In DVD’s that hail from Salzburg, one can sample her sensuous Countess Geschwitz in the 2010 production of Vera Nemirova’s Lulu, and a warm, luxuriously sung Charlotte in Alvis Hermanis’ 2012 take on Bernd Alois Zimmermann’s Die Soldaten. Another audio set from the Frankfurt Opera captures the German premiere of Aribert Reimann’s Medea (exceptional for Claudia Barainsky’s virtuoso reading of the antiheroine), where Baumgartner imbues the spiky vocal lines of Gora (Franz Grillparzer’s version of Medea’s nurse) with warm vocal tone and technically impressive 21st century coloratura.
In addition to demonstrating solid artistry in standard operatic repertory (glowing reviews often describe her assumption of mezzo and falcon parts by Wagner, Strauss, Verdi, Handel, verismo, French grand opera, and bel canto), Baumgartner has also consistently championed works by contemporary and modernist composers (e.g. Othmar Schoeck, Stravinsky, Hans Werner Henze, Mieczys?aw Weinberg, Rolf Riehm, Luigi Dallapiccolla, Beat Furrer) as a headliner and even a creator of characters.
Artists who command respect and adulation in such a broad range of vocal styles and idioms in the operatic literature are rare. Those who do the same in inspiring composers to create new characters are even rarer.
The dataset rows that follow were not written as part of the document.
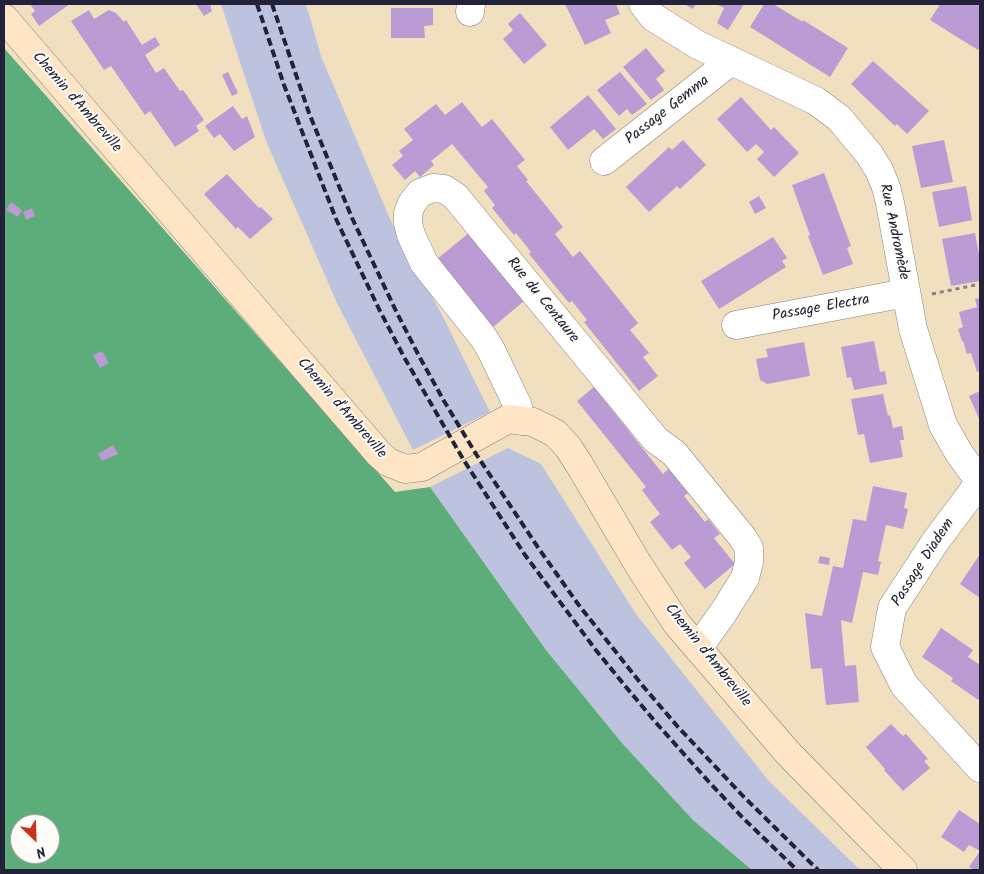 <!DOCTYPE html>
<meta charset="utf-8">
<style>
body{margin:0}
#map{position:relative;width:984px;height:874px;overflow:hidden;background:#f0e0c0;font-family:Kalam,sans-serif}
canvas{display:block}
.frame{position:absolute;inset:0;border:5px solid #22223b;pointer-events:none}
.north{position:absolute;left:10px;top:814px;width:50px;height:50px;box-sizing:border-box;background:#fdfcf7;border:1px solid #a5a5ac;border-radius:50%;rotate:156deg;font-size:14px;font-weight:700;line-height:20px;text-align:center;color:#22223b}
.north::after{content:'';display:block;margin:auto;width:18px;height:22px;background:#c8321e;clip-path:polygon(50% 0,100% 100%,50% 72%,0 100%)}
</style>
<div id="map">
<canvas width="984" height="874"></canvas>
<div class="frame"></div>
<div class="north">N</div>
</div>
<script>
const ctx = document.querySelector('canvas').getContext('2d');
ctx.lineJoin = 'round';
function fill(path, color) {
  ctx.fillStyle = color;
  ctx.fill(path, 'evenodd');
}
function shape(rows) {
  const path = new Path2D();
  for (const r of rows) {
    path.moveTo(r[0], r[1]);
    for (let i = 2; i < r.length; i += 2) path.lineTo(r[i], r[i + 1]);
  }
  return path;
}
function trace(path, color, width, dash) {
  ctx.strokeStyle = color;
  ctx.lineWidth = width;
  ctx.lineCap = dash ? 'butt' : 'round';
  ctx.setLineDash(dash || []);
  ctx.stroke(path);
}
function drawText(font, color, halo, rows, align = 'center') {
  ctx.font = font + ' Kalam,sans-serif';
  ctx.lineWidth = 4;
  ctx.setLineDash([]);
  ctx.textBaseline = 'middle';
  ctx.strokeStyle = halo;
  ctx.fillStyle = color;
  for (const [text, x, y, turn = 0] of rows) {
    ctx.save();
    ctx.translate(x, y);
    ctx.rotate((+turn || 0) * Math.PI / 180);
    ctx.textAlign = isNaN(turn) ? turn : align;
    if (halo) ctx.strokeText(text, 0, 0);
    ctx.fillText(text, 0, 0);
    ctx.restore();
  }
}
const industrial = shape([
 [221,4,306,4,321,56,393,226,442,315,490,412,413,450,338,305,266,141],
 [508,448,541,464,636,614,768,780,860,870,752,870,693,820,622,743,546,650,430,487]
]);
const forest = shape([
 [4,48,395,492,430,487,546,650,622,743,693,820,752,870,4,870],
 [20,824,50,824,50,854,20,854]
]);
const building = shape([
 [30,4,70,4,39,26,31,14,35,11],
 [196,4,210,4,212,11,204,16],
 [565,4,616,4,620,14,605,20,611,33,585,45],
 [684,4,696,4,693,9],
 [716,4,744,4,728,30,717,23,724,8],
 [764,4,773,4,803,22,803,20,848,48,830,77,750,27],
 [940,4,980,4,980,47,978,50,930,20],
 [391,8,433,8,433,25,424,26,425,38,391,38],
 [89,10,94,19,109,10,116,13,124,22,126,20,142,45,155,37,160,45,145,55,156,73,164,68,180,91,183,90,204,120,196,126,199,131,175,147,150,111,145,115,111,66,104,70,71,21],
 [520,13,547,45,524,64,503,39,513,30,508,24],
 [646,48,665,71,656,79,664,90,651,100,623,67],
 [873,61,929,111,907,134,897,124,895,126,851,84],
 [228,72,238,93,232,96,222,75],
 [620,72,647,104,632,115,627,109,619,116,597,90],
 [588,95,616,129,603,139,594,129,568,150,550,127],
 [741,97,771,130,774,127,799,153,774,177,757,159,764,152,756,144,747,152,717,119],
 [462,102,482,127,492,119,525,160,517,166,528,180,526,181,563,227,555,234,573,257,580,251,638,323,630,330,649,353,643,357,658,376,639,391,584,322,587,320,572,301,569,303,529,254,531,252,516,233,514,235,492,208,495,205,484,191,488,187,452,144,431,161,434,165,420,177,415,171,405,180,392,165,403,156,399,151,413,140,404,129,436,104,445,115],
 [233,106,242,119,247,116,255,137,234,151,220,134,214,138,205,126],
 [683,140,706,165,680,189,677,186,649,212,626,187,669,147,672,150],
 [944,140,953,182,921,188,912,146],
 [824,173,851,246,847,248,853,264,823,275,808,236,810,235,792,185],
 [227,174,259,208,261,207,273,219,250,239,238,227,236,229,204,194],
 [966,186,972,220,939,227,932,192],
 [759,196,766,208,755,214,749,202],
 [11,202,22,210,18,217,6,210],
 [32,208,35,216,26,220,23,212],
 [469,233,524,301,492,328,437,259],
 [975,233,980,259,980,281,951,286,942,239],
 [773,237,787,258,782,261,786,267,719,309,701,281],
 [980,298,980,371,977,372,971,353,967,354,963,341,962,341,958,329,963,327,959,312,977,307,975,299],
 [874,341,880,372,885,371,887,384,854,390,851,377,847,378,841,347],
 [804,342,810,376,767,384,760,380,756,359,768,357,766,349],
 [102,351,109,363,100,368,93,355],
 [594,387,663,474,668,469,688,493,684,496,705,522,708,519,720,534,714,538,735,564,705,589,684,563,691,557,680,544,672,550,650,522,660,514,642,490,646,487,577,401],
 [980,391,980,421,969,396],
 [883,394,888,416,890,415,893,428,902,426,904,440,900,440,903,457,870,463,864,434,858,435,851,399],
 [113,445,118,454,102,461,98,454],
 [873,486,907,493,904,508,908,509,903,529,886,525,878,561,881,562,878,575,863,572,852,623,841,620,845,666,856,665,859,702,826,705,822,668,811,669,805,613,822,616,833,566,843,568,853,519,866,521],
 [980,554,980,598,960,584],
 [820,556,830,558,829,565,818,563],
 [941,628,973,650,968,657,980,665,980,701,951,681,953,678,922,657],
 [891,724,903,736,906,734,914,743,928,759,924,761,930,768,903,791,884,770,885,769,866,747],
 [959,810,980,824,980,870,974,870,969,867,980,851,969,845,964,852,941,837]
]);
const path = shape([
 [932,294,980,284]
]);
const street = shape([
 [643,4,653,17,698,45,816,101,839,118,869,154,879,170,886,187,890,203,913,329,943,425,959,453,980,482],
 [470,12,471,4],
 [604,161,731,61],
 [736,325,906,293],
 [522,421,517,404,490,348,483,337,424,263,411,235,408,223,408,213,412,203,420,193,433,188,444,189,455,196,656,440,674,453,743,538,749,548,749,562,745,578,723,613,698,648],
 [980,482,935,542,892,608,885,647,904,685,980,768]
]);
const secondary = shape([
 [4,18,379,454,388,462,405,469,422,467,508,419,533,422,555,433,568,447,579,464,638,564,677,624,787,752,875,842,903,870]
]);
const rail = shape([
 [257,4,284,85,336,219,379,309,404,357,463,459,525,555,595,649,626,687,658,725,709,782,743,818,797,870],
 [272,4,309,113,352,218,396,311,419,356,444,401,476,454,539,549,578,604,642,685,678,727,743,796,818,870]
]);
const streetNames = [
 ["Chemin d'Ambreville",76,103,49],
 ["Passage Gemma",668,111,-38],
 ["Rue Andromède",893,232,78],
 ["Rue du Centaure",542,301,51],
 ["Passage Electra",821,309,-10],
 ["Chemin d'Ambreville",341,409,49],
 ["Passage Diadem",924,563,-57],
 ["Chemin d'Ambreville",707,656,51]
];
fill(industrial, '#bdc3de');
fill(forest, '#5cad7a');
fill(building, '#bb9bd4');
trace(street, '#89817e', 29);
trace(secondary, '#89817e', 29);
trace(path, '#89817e', 3, [4, 4]);
trace(street, '#fff', 28);
trace(secondary, '#fde5c5', 28);
trace(rail, '#22223b', 4, [8, 4]);
drawText('15px', '#22223b', '#fdfcf7', streetNames);
</script>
Parterre Box today is an influential voice in the world of opera criticism and appreciation. Opera singers visit these pages, and the administrative staff of many an opera organization likely do as well. It puzzles me that an artist of such a stellar caliber only made her U.S. debut in the fall of 2016 (Fricka in the LOC’s Das Rheingold), and that no high profile North American engagements are listed in her future.
I hope that my plug inspires you to explore more of this incredible artist’s work. If some of her repertory may not be to your liking, her tour de force interpretation of the Amme in Strauss’ Frau Ohne Schatten (the most accessible work in her discography so far) should at least give one pause for how excellently she traverses this summit of the dramatic mezzo fach.